Carnegie Foundation President Anthony Bryk cited MSU's excellent alignment among mission, culture, leadership, resources, and practices in support of "dynamic and noteworthy community engagement."
He said, "You were able to give examples of exemplary institutionalized practices of community engagement, and you also documented evidence of this in a coherent and compelling response to our classification framework."
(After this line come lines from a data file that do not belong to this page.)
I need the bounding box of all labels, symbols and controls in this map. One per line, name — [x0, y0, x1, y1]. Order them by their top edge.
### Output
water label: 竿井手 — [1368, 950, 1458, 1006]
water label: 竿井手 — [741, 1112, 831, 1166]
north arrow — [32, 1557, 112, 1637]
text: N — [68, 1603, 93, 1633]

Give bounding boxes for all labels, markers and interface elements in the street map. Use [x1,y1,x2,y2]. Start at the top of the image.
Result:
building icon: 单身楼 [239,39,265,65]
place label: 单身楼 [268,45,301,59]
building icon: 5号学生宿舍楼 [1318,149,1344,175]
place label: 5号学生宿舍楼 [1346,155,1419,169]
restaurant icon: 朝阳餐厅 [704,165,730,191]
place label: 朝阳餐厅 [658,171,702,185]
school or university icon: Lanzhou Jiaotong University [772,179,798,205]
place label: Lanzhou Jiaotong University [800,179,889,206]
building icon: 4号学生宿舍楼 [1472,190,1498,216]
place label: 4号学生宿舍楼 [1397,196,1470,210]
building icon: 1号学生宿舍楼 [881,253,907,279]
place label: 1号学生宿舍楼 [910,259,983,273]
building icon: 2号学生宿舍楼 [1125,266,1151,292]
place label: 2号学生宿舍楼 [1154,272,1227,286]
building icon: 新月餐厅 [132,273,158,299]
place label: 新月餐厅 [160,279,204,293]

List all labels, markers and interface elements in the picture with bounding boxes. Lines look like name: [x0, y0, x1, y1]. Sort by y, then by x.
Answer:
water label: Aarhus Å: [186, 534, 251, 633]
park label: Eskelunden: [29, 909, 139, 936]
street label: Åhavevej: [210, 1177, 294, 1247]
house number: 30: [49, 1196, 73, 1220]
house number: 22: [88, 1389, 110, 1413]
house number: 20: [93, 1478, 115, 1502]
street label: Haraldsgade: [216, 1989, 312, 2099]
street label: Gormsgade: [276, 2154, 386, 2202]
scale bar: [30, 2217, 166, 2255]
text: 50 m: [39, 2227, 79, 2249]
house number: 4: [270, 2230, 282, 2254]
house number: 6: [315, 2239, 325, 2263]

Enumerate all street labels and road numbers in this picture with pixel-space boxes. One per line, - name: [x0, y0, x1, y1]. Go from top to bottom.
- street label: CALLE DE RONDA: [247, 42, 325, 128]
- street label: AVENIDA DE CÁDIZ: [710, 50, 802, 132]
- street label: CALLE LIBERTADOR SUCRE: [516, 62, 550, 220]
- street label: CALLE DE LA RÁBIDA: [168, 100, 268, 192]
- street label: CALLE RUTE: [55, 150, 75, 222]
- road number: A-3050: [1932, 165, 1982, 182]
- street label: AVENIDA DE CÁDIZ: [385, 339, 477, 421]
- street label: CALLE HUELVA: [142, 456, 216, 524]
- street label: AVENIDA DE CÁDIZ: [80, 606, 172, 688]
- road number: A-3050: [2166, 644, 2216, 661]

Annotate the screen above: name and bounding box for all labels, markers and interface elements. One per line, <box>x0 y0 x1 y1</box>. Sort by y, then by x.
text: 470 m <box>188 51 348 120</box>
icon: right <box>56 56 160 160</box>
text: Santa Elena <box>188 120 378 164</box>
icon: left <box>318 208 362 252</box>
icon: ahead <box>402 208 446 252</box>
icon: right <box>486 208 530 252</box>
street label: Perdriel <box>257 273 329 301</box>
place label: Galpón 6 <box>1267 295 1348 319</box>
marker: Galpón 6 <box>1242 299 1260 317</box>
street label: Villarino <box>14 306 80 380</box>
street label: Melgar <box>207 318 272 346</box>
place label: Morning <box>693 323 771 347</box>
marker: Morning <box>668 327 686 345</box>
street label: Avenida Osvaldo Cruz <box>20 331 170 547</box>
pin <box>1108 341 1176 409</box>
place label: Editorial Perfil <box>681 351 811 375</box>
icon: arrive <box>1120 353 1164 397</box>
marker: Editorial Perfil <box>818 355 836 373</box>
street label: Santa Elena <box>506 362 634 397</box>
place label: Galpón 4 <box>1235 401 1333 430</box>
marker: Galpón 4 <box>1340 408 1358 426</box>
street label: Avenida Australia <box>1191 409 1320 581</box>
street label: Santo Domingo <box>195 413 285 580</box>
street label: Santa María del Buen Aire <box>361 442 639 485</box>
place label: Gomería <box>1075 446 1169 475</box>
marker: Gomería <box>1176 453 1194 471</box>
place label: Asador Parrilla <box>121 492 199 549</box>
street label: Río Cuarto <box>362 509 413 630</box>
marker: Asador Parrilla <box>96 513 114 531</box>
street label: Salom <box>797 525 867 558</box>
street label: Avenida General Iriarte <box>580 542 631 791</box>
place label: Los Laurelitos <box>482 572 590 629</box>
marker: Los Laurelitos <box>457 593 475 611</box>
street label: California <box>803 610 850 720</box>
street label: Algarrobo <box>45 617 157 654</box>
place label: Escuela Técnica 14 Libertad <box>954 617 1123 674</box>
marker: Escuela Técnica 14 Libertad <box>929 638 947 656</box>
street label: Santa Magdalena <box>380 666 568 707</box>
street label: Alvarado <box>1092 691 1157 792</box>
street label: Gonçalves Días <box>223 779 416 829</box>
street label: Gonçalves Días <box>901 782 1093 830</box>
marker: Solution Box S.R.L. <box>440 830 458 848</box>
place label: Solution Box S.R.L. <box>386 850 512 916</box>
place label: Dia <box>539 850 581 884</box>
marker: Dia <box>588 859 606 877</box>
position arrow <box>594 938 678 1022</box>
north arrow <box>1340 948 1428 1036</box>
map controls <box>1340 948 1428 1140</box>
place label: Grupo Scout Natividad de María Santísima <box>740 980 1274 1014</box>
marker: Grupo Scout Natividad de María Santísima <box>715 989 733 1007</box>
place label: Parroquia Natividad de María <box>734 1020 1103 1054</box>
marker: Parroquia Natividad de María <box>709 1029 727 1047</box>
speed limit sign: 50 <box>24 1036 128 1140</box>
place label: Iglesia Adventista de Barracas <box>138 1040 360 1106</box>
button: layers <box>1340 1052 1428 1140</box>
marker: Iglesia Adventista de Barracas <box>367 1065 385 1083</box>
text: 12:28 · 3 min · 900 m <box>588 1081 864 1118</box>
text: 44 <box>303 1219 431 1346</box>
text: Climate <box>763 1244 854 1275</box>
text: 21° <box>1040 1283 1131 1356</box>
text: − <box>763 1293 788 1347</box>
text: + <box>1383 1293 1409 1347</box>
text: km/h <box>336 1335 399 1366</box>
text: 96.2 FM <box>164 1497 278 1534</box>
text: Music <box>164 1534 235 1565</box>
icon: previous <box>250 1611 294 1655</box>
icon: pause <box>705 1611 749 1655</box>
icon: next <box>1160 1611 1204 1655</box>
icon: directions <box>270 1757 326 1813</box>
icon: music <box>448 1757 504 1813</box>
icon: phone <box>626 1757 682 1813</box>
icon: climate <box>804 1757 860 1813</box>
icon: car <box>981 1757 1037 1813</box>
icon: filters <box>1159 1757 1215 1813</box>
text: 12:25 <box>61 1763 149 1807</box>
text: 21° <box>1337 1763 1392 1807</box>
Among projects submitted by the university for the Carnegie application were:
--Body Walk, an MSU Extension partnership with Blue Cross Blue Shield of Mississippi, which takes elementary students through a mobile display of making healthy food choices and developing a healthy lifestyle;
--Camp Jabber Jaw, an alliance between MSU's T.K. Martin Center for Technology and Disability and the Mississippi Department of Rehabiliation Services, which helps individuals with augmentative and alternative communication skills; and the
--Harrison County Beach Project, an effort of the MSU Department of Landscape Architecture's Center for Sustainable Design and the U.S. Army Corps of Engineers in Harrison County, which provides landscape design and vegetation assistance in restoring the hurricane-damaged coastal beachfront.
MSU President Mark Keenum said that the Carnegie Classification process has been an excellent way for the university to showcase its commitment to local communities and identify more ways for students to be involved in service learning.
"In addition to our focus on students' academic success, service is one of the university's core mssions. This designation reflects the work that has gone into providing service opportunities where students can be prepared in a world that is becoming more interconnected each day," he said.
For more than three decades the Carnegie Classification has been the leading instrument used by researchers for defining institutional diversity in U.S. higher education. Until 2006, the distinction was derived entirely from existing empirical data before the addition of the "elective" Community Engagement Classification, which allows voluntary participation.
Tim Chamblee, director of MSU's Office of Institutional Research and Effectiveness, said that while the Carnegie application process highlighted the outstanding community partnerships that currently exist, it also provides a catalyst to improve and sustain partnerships and to build additional ones.
"These partnerships will allow our students, graduates, faculty, and staff to reach out to communities around the state, nation and world," he explained.
Supporting MSU's application, along with Chamblee, were committee members Lisa Harris, associate vice president for Student Affairs; April Heiselt, assistant professor, counseling and educational psychology; Gary Jackson, director, MSU Extension; and Cade Smith, director, Office of Student Leadership and Community Engagement.
The university received the honor along with three other higher education institutions in the state, including Jackson State University, Millsaps College, and the University of Southern Mississippi. Mississippi State is one of 115 institutions being added to Carnegie's Community Engagement Classification completed in 2006 and 2008, bringing the total to 311 nationwide.
Founded by Andrew Carnegie in 1905 and chartered in 1906 by an act of Congress, the Carnegie Foundation for the Advancement of Teaching is an independent policy and research center. Its current mission is to support needed transformations in American education through tighter connections between teaching practice, evidence of student learning, the communication and use of this evidence, and structured opportunities to build knowledge.